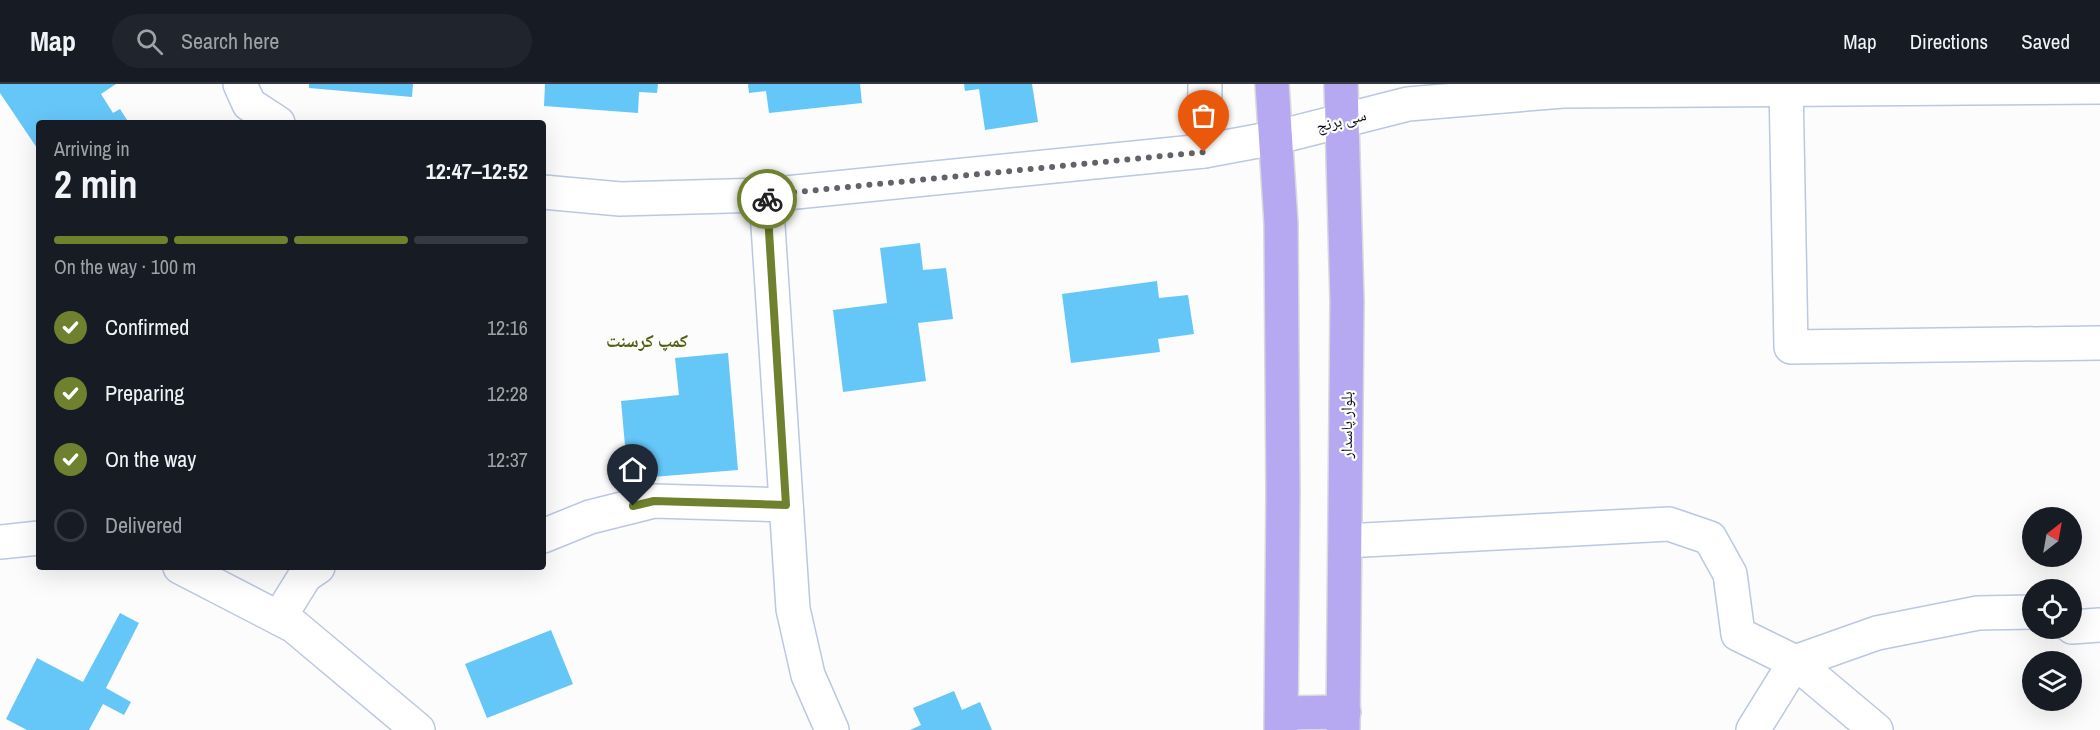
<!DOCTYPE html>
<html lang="en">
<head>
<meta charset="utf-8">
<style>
  :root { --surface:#171b24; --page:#20242c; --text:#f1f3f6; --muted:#9ea1a6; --line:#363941; --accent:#6f802e }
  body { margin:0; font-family:"Archivo Narrow","Noto Naskh Arabic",sans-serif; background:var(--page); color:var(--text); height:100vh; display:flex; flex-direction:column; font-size:22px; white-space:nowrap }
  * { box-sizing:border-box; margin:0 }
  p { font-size:20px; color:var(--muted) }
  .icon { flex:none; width:33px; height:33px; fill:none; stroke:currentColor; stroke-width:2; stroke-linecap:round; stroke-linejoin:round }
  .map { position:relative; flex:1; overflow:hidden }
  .sheet { position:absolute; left:36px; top:36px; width:510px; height:450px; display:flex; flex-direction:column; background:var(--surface); border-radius:6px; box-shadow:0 6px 24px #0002 }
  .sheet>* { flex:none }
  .needle { width:39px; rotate:31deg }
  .controls { position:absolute; left:2022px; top:423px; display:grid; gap:12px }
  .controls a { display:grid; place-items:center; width:60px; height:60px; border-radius:50%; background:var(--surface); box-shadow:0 6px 24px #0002; font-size:30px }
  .pin { position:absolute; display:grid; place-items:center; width:51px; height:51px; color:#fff; margin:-62px -26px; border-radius:50% 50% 50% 0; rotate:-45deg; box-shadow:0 0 6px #0007 }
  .pin .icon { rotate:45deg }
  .courier { position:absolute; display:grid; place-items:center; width:60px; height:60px; margin:-30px; border:4px solid #6f802e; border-radius:50%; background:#fff; color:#222; box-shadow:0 2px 8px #0007 }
  .headline em { font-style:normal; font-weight:700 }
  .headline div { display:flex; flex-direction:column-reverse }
  .headline { display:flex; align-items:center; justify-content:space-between; height:102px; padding:0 18px }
  h1 { font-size:39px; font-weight:700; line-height:45px }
  .bar { display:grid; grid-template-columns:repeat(4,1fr); gap:9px 6px; align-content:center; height:72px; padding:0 18px }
  .bar i { height:8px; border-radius:4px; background:var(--line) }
  .bar .on { background:var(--accent) }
  .bar p { grid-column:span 4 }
  ol { padding:0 18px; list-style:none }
  li { display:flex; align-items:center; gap:18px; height:66px }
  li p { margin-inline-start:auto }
  li .icon { padding:6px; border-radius:50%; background:var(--accent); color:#fff; stroke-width:4 }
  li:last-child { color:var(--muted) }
  li i { width:33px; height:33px; border:3px solid var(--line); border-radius:50% }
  header { display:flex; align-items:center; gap:36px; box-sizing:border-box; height:84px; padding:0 30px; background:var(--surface); border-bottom:2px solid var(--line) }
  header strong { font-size:28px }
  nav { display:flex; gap:33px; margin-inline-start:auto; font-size:21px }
  .search { width:420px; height:54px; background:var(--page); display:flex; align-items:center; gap:15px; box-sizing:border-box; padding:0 21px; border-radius:33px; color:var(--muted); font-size:22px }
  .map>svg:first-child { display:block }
  .building { fill:#65c7f8 }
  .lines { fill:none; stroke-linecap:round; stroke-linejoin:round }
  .minor-casing { stroke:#bac8e0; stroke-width:36 }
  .major-casing { stroke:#d8d9da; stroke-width:36 }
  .minor { stroke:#fff; stroke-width:33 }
  .major { stroke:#b6a9f1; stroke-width:33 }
  .done { stroke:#606368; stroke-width:6; stroke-dasharray:0 10.8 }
  .route { stroke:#6f802e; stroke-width:8 }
  .labels { text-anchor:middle; stroke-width:4.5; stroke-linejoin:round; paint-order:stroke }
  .street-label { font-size:16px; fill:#0c1119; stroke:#fcfcfc }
  .neighbourhood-label { font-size:18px; font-weight:bold; fill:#515f11; stroke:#fcfcfc }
</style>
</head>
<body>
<header>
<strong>Map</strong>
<div class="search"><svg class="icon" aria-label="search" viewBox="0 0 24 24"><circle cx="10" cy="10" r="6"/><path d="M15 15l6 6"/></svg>Search here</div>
<nav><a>Map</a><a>Directions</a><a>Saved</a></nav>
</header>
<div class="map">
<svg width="2100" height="646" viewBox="0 0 2100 646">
  <rect width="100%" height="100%" fill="#fcfcfc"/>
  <g class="building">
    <path d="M0 0H116L101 10 113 29 120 25 129 39H39V67L0 9Z"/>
    <path d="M309 0H413L412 13 309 4Z"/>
    <path d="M545 0H658L657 9 639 8 638 29 544 22Z"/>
    <path d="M748 0H860L862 19 769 29 766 7 749 9Z"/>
    <path d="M964 0H1032L1038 38 985 46 979 5 965 7Z"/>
    <path d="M920 159 923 186 946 184 953 235 918 239 926 297 843 308 833 226 887 219 880 164Z"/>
    <path d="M1157 197 1159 214 1188 211 1194 250 1158 255 1160 268 1071 279 1062 210Z"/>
    <path d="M728 269 738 386 628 395 621 317 679 311 675 274Z"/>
    <path d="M120 529 139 539 106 604 131 618 124 631 103 620 89 646H27L6 635 37 574 83 598Z"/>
    <path d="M551 546 573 600 487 634 465 580Z"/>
    <path d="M954 607 962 626 980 618 992 646H910L921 641 913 624Z"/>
  </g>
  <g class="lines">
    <defs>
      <g id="minor">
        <path d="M240 0 249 20 278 39"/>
        <path d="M1786 0 1791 263 2100 259"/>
        <path d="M1204 67 1205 0"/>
        <path d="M543 108 620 115 766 111 1204 67 1274 54 1408 20 1563 7 2100 3"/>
        <path d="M766 111 793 525 808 591 832 646"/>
        <path d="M543 452 590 433 654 417 786 421"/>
        <path d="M1345 457 1669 440 1710 454 1730 490 1738 550 1795 578 1876 646"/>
        <path d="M0 458 39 454"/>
        <path d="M180 483 294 542 418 646"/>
        <path d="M279 534 305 492 318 483"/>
        <path d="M2072 543 2100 541"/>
        <path d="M1753 646 1795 578 1877 549 1978 529 2032 528"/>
      </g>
      <g id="major">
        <path d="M1272 0 1281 139 1283 408 1281 646"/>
        <path d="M1341 0 1347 217 1343 646"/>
        <path d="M1282 629 1344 628"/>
      </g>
    </defs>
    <use href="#minor" class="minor-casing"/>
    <use href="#major" class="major-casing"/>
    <use href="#minor" class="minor"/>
    <use href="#major" class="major"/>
  </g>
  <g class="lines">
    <path class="done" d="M767 115 766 111 1204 68"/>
    <path class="route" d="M633 422 654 417 786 421 767 115"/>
  </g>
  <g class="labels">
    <g class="street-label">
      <text transform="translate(1341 36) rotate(-14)" y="6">سی برنج</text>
      <text transform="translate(1346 341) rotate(-90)" y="6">بلوار پاسدار</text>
    </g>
    <g class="neighbourhood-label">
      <text x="647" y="263">کمپ کرسنت</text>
    </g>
  </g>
</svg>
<div class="controls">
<a><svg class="needle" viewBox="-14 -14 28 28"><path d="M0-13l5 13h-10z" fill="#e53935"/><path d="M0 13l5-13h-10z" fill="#9ea1a6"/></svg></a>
<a><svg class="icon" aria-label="locate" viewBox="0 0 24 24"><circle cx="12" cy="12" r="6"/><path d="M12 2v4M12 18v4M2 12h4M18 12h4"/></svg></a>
<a><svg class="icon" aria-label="layers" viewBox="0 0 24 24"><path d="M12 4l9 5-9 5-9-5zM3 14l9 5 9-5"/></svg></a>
</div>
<div class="pin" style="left:1204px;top:68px;background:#ea580c"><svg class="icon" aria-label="bag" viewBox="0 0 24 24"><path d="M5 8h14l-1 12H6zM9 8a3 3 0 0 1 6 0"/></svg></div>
<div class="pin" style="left:633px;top:422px;background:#1f2937"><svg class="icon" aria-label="home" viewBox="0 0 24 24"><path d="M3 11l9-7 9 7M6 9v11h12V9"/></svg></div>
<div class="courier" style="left:767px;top:115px"><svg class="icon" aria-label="bike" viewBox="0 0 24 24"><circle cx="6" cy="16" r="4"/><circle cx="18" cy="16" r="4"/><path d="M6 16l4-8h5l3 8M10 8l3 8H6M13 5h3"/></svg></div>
<section class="sheet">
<div class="headline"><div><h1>2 min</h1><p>Arriving in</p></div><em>12:47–12:52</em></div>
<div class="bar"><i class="on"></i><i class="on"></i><i class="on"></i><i></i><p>On the way · 100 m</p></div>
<ol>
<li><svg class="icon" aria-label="check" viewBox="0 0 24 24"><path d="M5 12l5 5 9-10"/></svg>Confirmed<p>12:16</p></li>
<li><svg class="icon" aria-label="check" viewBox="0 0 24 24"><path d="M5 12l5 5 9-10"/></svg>Preparing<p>12:28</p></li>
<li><svg class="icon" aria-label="check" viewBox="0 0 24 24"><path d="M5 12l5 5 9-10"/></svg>On the way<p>12:37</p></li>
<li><i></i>Delivered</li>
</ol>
</section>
</div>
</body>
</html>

^^^^

Filter the entries above down to the lines that hold the word "check", and copy those lines.

<li><svg class="icon" aria-label="check" viewBox="0 0 24 24"><path d="M5 12l5 5 9-10"/></svg>Confirmed<p>12:16</p></li>
<li><svg class="icon" aria-label="check" viewBox="0 0 24 24"><path d="M5 12l5 5 9-10"/></svg>Preparing<p>12:28</p></li>
<li><svg class="icon" aria-label="check" viewBox="0 0 24 24"><path d="M5 12l5 5 9-10"/></svg>On the way<p>12:37</p></li>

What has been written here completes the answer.